What you will do: Every line below from the one with "What data does" through the one with "Build a gazetteer" should be retyped exactly, both ends included; no other lines and no pictures.

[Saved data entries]
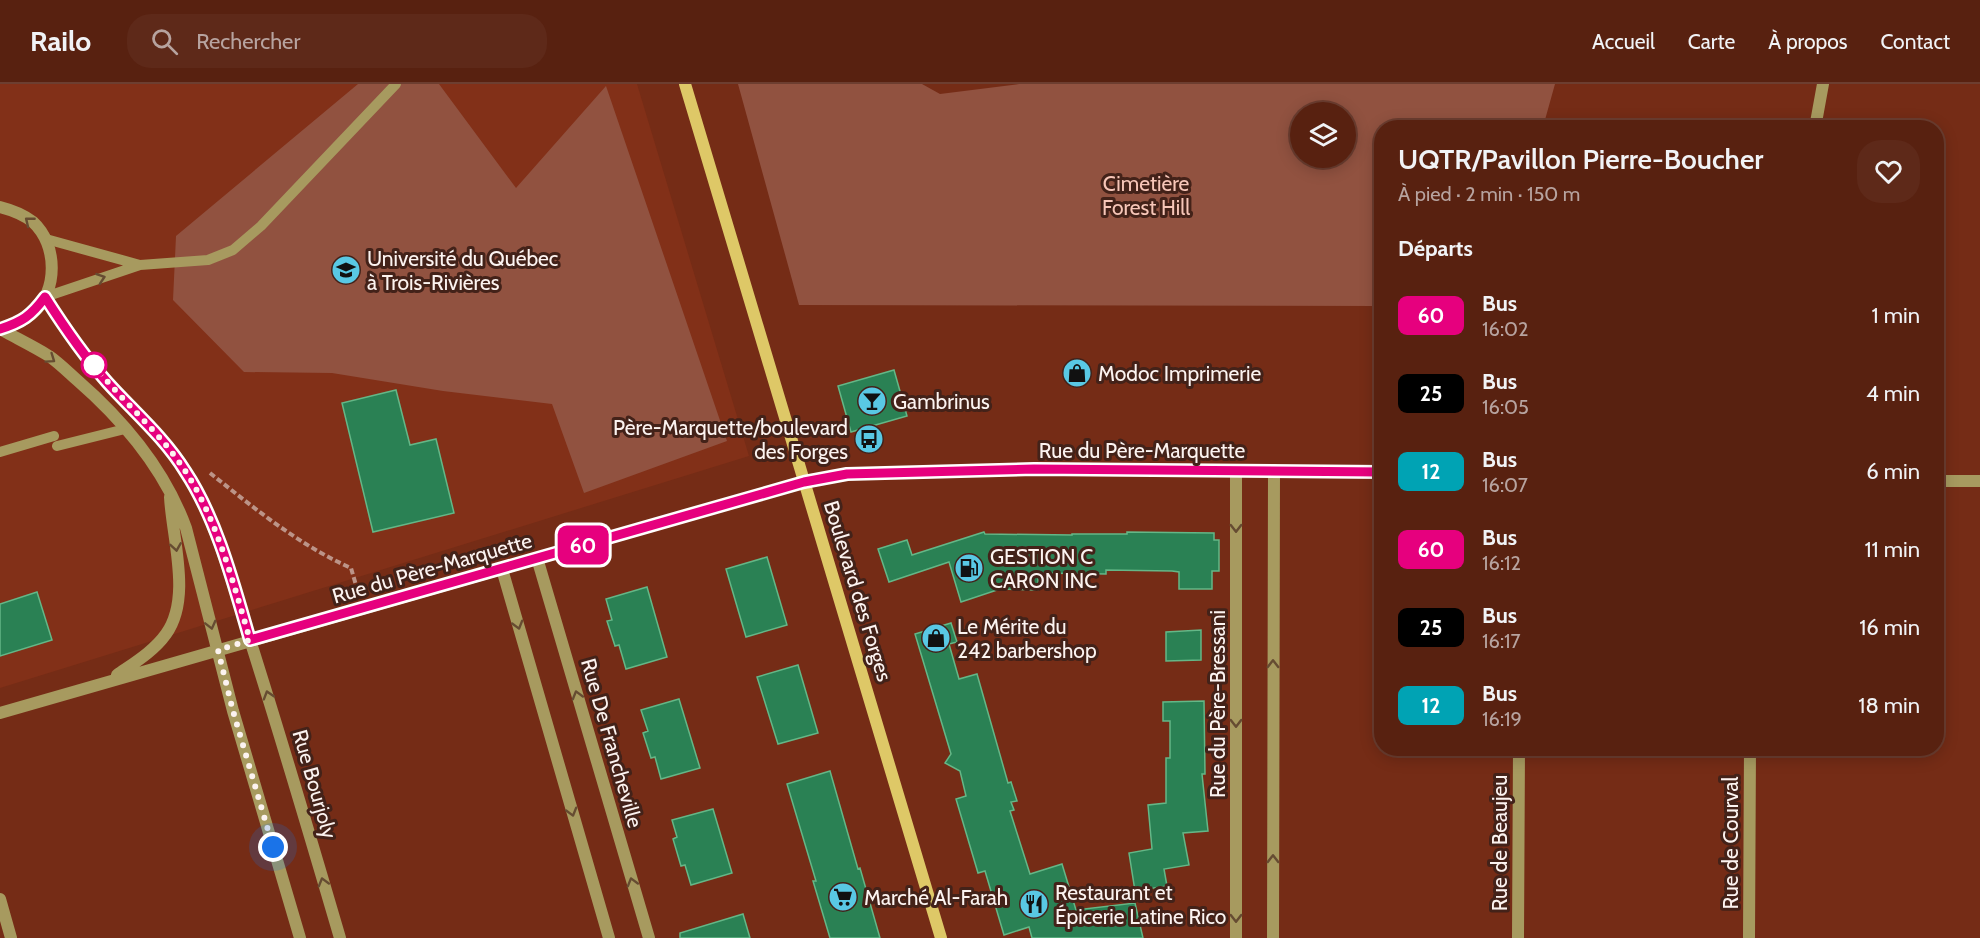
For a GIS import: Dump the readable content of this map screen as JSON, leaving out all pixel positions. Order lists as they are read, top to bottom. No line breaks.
{"streets":{"main road":["Boulevard des Forges"],"street":["Rue du Père-Marquette","Rue du Père-Bressani","Rue De Francheville","Rue Bourjoly","Rue de Beaujeu","Rue de Courval"]},"crossings":[["Rue du Père-Marquette","Boulevard des Forges"],["Rue du Père-Marquette","Rue du Père-Bressani"],["Rue du Père-Marquette","Rue De Francheville"],["Rue du Père-Marquette","Rue Bourjoly"]],"parks":["Cimetière Forest Hill"],"places":{"school or university":["Université du Québec à Trois-Rivières"],"shop":["Modoc Imprimerie","Le Mérite du 242 barbershop"],"bar":["Gambrinus"],"bus stop":["Père-Marquette/boulevard des Forges"],"fuel station":["GESTION C CARON INC"],"supermarket":["Marché Al-Farah"],"restaurant":["Restaurant et Épicerie Latine Rico"]},"lines":["bus line 60"],"page":{"header":"Railo","search":"Rechercher","nav":["Accueil","Carte","À propos","Contact"],"on_map":"60","heading":[["UQTR/Pavillon Pierre-Boucher","À pied · 2 min · 150 m"],"Départs"],"list":[{"mark":"60","name":"Bus","note":"16:02","value":"1 min"},{"mark":"25","name":"Bus","note":"16:05","value":"4 min"},{"mark":"12","name":"Bus","note":"16:07","value":"6 min"},{"mark":"60","name":"Bus","note":"16:12","value":"11 min"},{"mark":"25","name":"Bus","note":"16:17","value":"16 min"},{"mark":"12","name":"Bus","note":"16:19","value":"18 min"}]}}
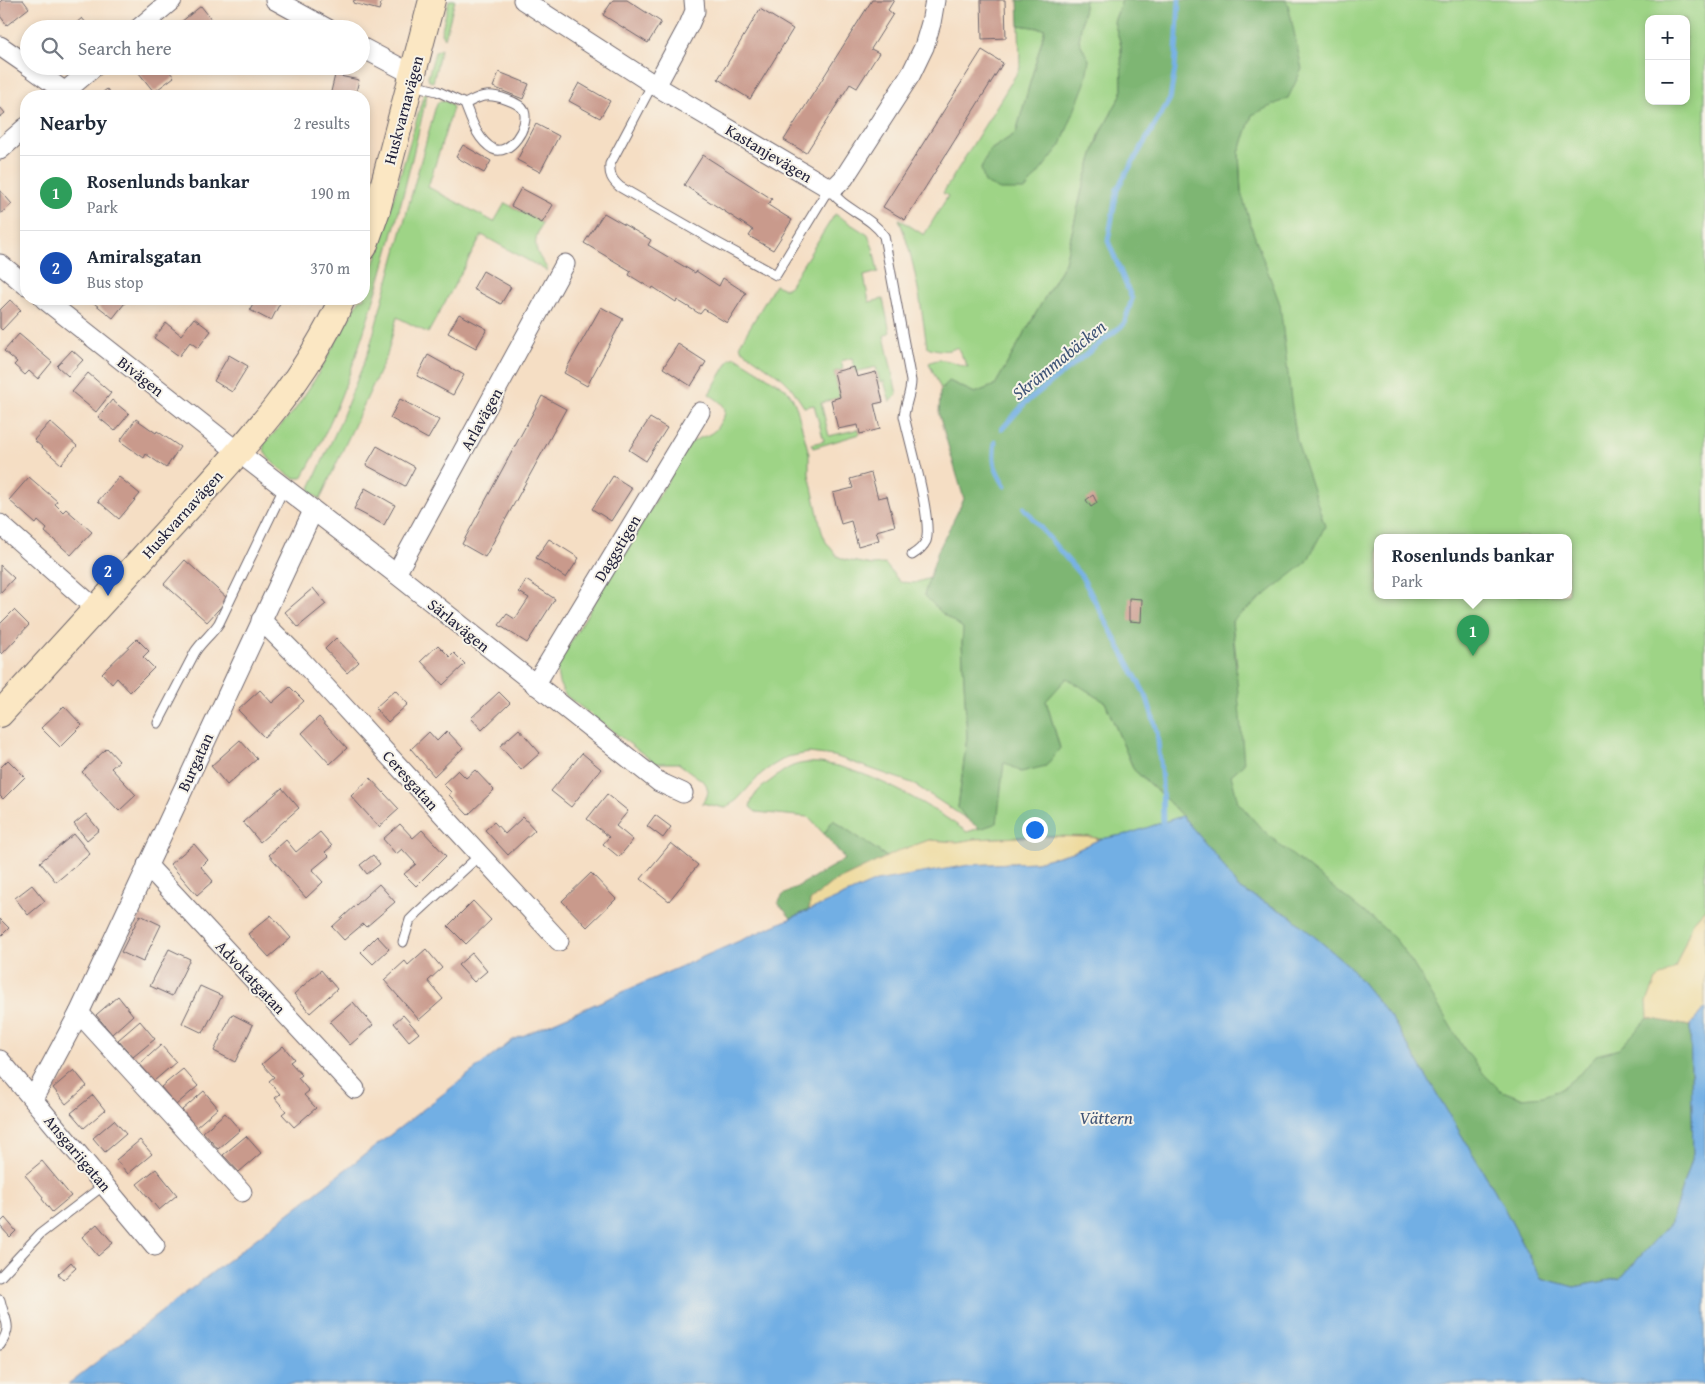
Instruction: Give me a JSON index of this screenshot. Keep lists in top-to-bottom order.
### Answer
{
  "streets": {
    "street": [
      "Huskvarnavägen",
      "Kastanjevägen",
      "Bivägen",
      "Arlavägen",
      "Daggstigen",
      "Särlavägen",
      "Burgatan",
      "Ceresgatan",
      "Advokatgatan",
      "Ansgariigatan"
    ]
  },
  "crossings": [
    ["Huskvarnavägen", "Bivägen"],
    ["Huskvarnavägen", "Särlavägen"],
    ["Bivägen", "Särlavägen"],
    ["Arlavägen", "Särlavägen"],
    ["Daggstigen", "Särlavägen"],
    ["Särlavägen", "Burgatan"],
    ["Burgatan", "Ceresgatan"],
    ["Burgatan", "Advokatgatan"],
    ["Burgatan", "Ansgariigatan"]
  ],
  "water": ["Skrämmabäcken", "Vättern"],
  "page": {
    "map_buttons": ["+", "−"],
    "search": "Search here",
    "heading": ["Nearby", "2 results"],
    "list": [
      {
        "mark": "1",
        "name": "Rosenlunds bankar",
        "note": "Park",
        "value": "190 m"
      },
      {
        "mark": "2",
        "name": "Amiralsgatan",
        "note": "Bus stop",
        "value": "370 m"
      }
    ],
    "popup": ["Rosenlunds bankar", "Park"],
    "pins": ["2", "1"]
  }
}
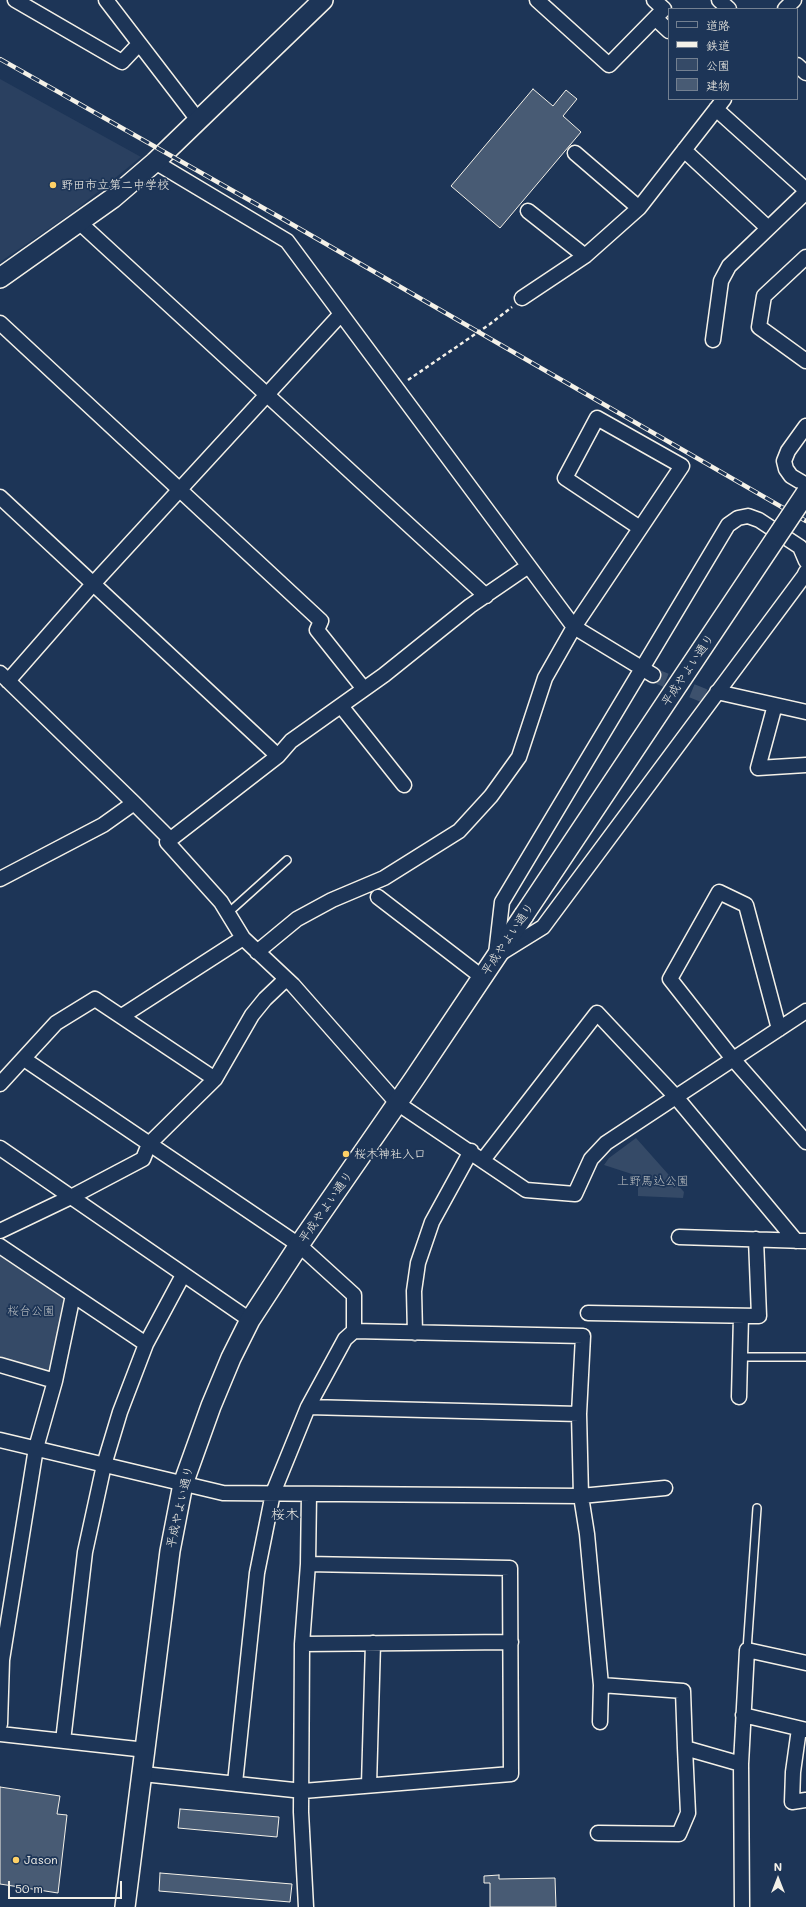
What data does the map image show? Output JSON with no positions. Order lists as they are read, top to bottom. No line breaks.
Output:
{"streets":{"street":["平成やよい通り"]},"districts":["桜木"],"parks":["上野馬込公園","桜台公園"],"places":["野田市立第二中学校","桜木神社入口","Jason"],"legend":["道路","鉄道","公園","建物"],"scale_bar":"50 m","north":"top"}
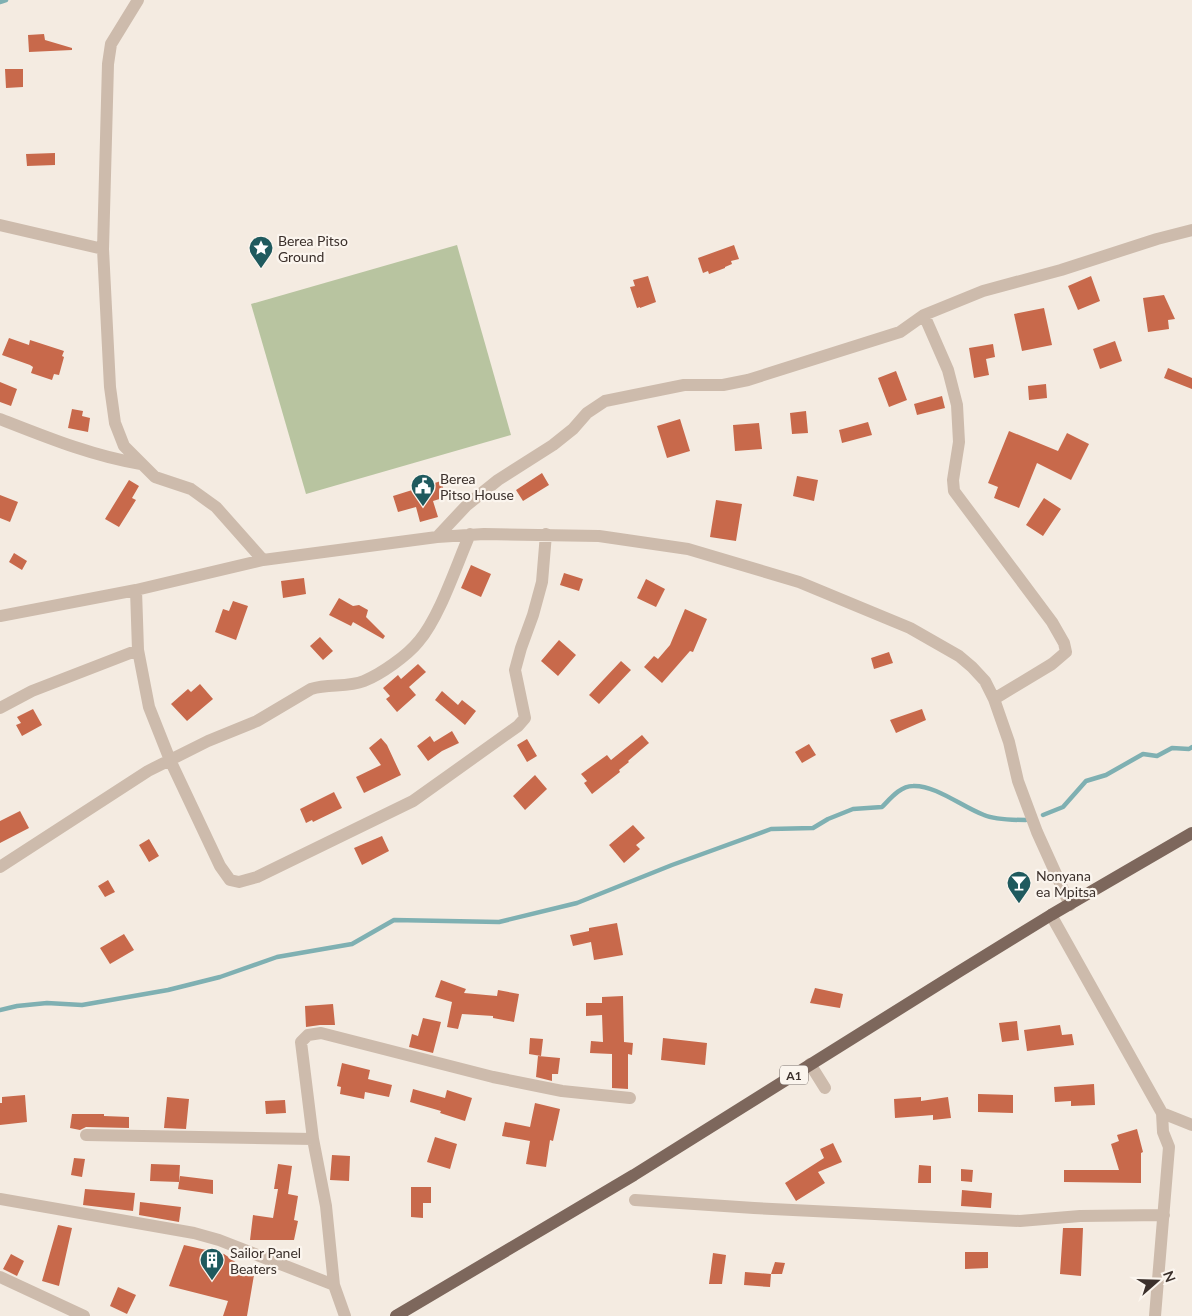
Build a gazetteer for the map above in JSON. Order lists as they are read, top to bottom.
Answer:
{
  "streets": {
    "main road": ["A1"]
  },
  "places": {
    "place": ["Berea Pitso Ground"],
    "public building": ["Berea Pitso House"],
    "bar": ["Nonyana ea Mpitsa"],
    "building": ["Sailor Panel Beaters"]
  },
  "north": "right"
}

Reply to the exercise:
What data does the map image show? Output JSON with no positions. Order lists as they are read, top to bottom. No line breaks.
Output:
{"streets":{"street":["平成やよい通り"]},"districts":["桜木"],"parks":["上野馬込公園","桜台公園"],"places":["野田市立第二中学校","桜木神社入口","Jason"],"legend":["道路","鉄道","公園","建物"],"scale_bar":"50 m","north":"top"}
Build a gazetteer for the map above in JSON. Order lists as they are read, top to bottom.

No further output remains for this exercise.